Son rapport au langage est emblématique ; lui qui, submergé par ses sentiments, pouvait prendre congé de son interlocuteur, pour lui tendre peu après une lettre qui condensait ce qu’il n’avait pas réussi à dire. Il était polyglotte : maîtrisant très tôt le Hochdeutsch grâce à l’insistance de sa mère ainsi que le roumain, comprenant le yiddish, ayant appris le russe lors de l’occupation soviétique et le français à l’université de Czernowitz et lors de séjours à Paris.
Or, un événement majeur survient en 1942 : il perd ses deux parents dans un camp de travaux forcés. L’assassinat de sa mère d’une balle dans la nuque marque le début et la fin de tout ; c’est le point de douleur dont il ne s’éloignera jamais et qui guidera sa poésie de la mémoire et de la remémoration. Comment la poésie peut parvenir à préserver les êtres aimés de l’ombre de la mort alors que « der Tod ist ein Meister aus Deutschland » (Todesfuge) ?


En effet, sa poésie est bâtie sur une contradiction. Son « destin », c’est celui d’écrire des poèmes en allemand et ce, même si « la main qui ouvrira [son] livre aura peut-être serré la main de celui qui fut l’assassin de [sa] mère… » (cf. une lettre de 1946 à Max Rychner).
L’allemand est cette langue dont il a hérité, cette langue si chère à sa mère qui lui a fait découvrir la poésie. La voix de sa mère résonne dans l’allemand.
Or, dès 1933, l’allemand est autant la langue des Nazis que la langue des grands poètes comme Rilke, Hölderlin ou Heine - ce dernier étant un autre poète juif exilé à Paris (d’ailleurs, son poème « Die Lorelei » est si emblématique de l’âme allemande que les Nazis, ne pouvant l’exclure des anthologies, ont dû remplacer le nom de Heine par « Anonyme »).

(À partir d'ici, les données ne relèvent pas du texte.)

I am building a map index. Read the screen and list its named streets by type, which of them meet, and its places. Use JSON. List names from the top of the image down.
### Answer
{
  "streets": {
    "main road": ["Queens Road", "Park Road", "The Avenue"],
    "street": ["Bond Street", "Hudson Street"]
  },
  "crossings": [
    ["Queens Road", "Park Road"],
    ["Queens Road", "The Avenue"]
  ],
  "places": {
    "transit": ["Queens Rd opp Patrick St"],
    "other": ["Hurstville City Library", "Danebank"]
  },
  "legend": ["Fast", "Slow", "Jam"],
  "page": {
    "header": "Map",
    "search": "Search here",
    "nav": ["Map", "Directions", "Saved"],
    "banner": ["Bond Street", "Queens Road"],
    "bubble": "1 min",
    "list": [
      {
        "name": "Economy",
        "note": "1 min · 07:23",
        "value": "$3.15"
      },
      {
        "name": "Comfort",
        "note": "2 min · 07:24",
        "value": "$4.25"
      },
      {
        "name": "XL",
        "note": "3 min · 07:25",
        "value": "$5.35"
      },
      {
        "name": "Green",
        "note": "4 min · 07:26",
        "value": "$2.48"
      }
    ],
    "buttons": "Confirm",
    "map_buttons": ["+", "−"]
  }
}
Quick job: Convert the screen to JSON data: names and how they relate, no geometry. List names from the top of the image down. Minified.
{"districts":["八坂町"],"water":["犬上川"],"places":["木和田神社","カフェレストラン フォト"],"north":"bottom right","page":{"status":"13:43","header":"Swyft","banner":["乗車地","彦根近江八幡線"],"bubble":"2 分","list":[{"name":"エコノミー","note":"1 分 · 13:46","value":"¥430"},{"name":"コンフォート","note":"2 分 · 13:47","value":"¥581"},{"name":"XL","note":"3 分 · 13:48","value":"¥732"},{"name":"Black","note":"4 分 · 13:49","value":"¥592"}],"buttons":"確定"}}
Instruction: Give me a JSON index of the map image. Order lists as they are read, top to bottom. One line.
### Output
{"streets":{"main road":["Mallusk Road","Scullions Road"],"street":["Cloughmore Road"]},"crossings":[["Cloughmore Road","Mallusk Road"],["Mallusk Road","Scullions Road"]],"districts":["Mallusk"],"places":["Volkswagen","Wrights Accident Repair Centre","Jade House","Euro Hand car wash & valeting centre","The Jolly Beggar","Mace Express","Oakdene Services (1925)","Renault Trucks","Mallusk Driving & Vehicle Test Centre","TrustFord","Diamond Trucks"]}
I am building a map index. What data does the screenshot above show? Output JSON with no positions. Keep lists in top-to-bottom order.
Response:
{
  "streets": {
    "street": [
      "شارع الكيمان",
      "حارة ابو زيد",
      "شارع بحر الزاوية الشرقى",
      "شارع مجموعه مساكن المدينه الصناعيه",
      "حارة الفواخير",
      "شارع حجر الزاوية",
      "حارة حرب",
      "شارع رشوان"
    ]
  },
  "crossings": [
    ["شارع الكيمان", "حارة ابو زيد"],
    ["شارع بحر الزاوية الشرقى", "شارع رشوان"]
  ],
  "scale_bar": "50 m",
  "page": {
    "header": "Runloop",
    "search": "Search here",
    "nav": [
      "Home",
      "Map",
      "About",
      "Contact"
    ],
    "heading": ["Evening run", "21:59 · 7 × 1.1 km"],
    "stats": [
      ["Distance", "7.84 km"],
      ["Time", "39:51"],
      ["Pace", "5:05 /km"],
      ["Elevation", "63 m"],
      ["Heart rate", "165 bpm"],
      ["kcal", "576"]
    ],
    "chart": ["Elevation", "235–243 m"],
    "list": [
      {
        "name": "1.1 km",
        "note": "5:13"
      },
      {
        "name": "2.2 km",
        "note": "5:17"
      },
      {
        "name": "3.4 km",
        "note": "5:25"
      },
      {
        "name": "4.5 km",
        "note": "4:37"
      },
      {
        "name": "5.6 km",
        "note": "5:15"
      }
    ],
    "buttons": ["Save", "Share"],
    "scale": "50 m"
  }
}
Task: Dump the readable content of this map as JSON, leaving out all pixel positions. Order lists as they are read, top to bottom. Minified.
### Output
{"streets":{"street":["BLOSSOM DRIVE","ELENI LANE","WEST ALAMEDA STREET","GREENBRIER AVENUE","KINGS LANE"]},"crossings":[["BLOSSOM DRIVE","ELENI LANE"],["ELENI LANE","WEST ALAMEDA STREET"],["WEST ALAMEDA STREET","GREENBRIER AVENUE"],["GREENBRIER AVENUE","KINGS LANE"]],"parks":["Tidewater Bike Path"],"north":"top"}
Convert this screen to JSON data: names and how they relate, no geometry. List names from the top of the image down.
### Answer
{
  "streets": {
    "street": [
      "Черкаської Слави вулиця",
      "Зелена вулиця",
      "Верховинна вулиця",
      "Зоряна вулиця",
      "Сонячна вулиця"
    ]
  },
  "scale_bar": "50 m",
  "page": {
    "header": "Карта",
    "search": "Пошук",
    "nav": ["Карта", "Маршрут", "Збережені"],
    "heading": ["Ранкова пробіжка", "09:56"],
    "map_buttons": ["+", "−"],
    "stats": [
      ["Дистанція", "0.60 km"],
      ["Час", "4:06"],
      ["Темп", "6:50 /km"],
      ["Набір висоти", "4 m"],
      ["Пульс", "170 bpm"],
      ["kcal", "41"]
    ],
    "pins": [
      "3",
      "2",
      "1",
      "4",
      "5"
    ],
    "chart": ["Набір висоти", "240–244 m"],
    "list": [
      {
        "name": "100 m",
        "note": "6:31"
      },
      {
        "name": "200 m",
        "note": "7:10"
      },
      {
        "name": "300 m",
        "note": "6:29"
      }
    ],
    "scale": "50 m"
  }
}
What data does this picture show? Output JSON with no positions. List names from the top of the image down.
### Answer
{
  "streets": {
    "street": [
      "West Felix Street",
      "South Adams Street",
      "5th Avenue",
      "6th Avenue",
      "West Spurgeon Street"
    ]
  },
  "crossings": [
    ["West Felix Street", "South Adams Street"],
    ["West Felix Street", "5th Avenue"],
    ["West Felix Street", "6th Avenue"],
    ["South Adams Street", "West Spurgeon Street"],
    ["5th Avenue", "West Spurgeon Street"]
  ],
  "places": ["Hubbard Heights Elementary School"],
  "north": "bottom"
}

Écrire dans la langue des bourreaux.
D'autre part, sa poésie témoigne sans cesse de l’écart entre la faiblesse des mots et l’atrocité absurde d’un événement. Tout au plus emploie-t-il l’expression « was geschah » pour désigner « ce qui s’est passé ». Sa poésie se fonde donc sur l’impossibilité de dire.
Et pourtant, la langue allemande possède ce pouvoir de créer et composer : en joignant des adjectifs et des noms, le poète peut rapprocher deux réalités distinctes dans l’unité même du mot, sans avoir besoin de tiret (ce qui n’est pas sans difficulté pour les traducteurs).
Le poème trahit, inévitablement, mais la parole est néanmoins nécessaire car seule la langue a été sauvée. Voilà les paradoxes que condensent sa poésie souvent mélancolique.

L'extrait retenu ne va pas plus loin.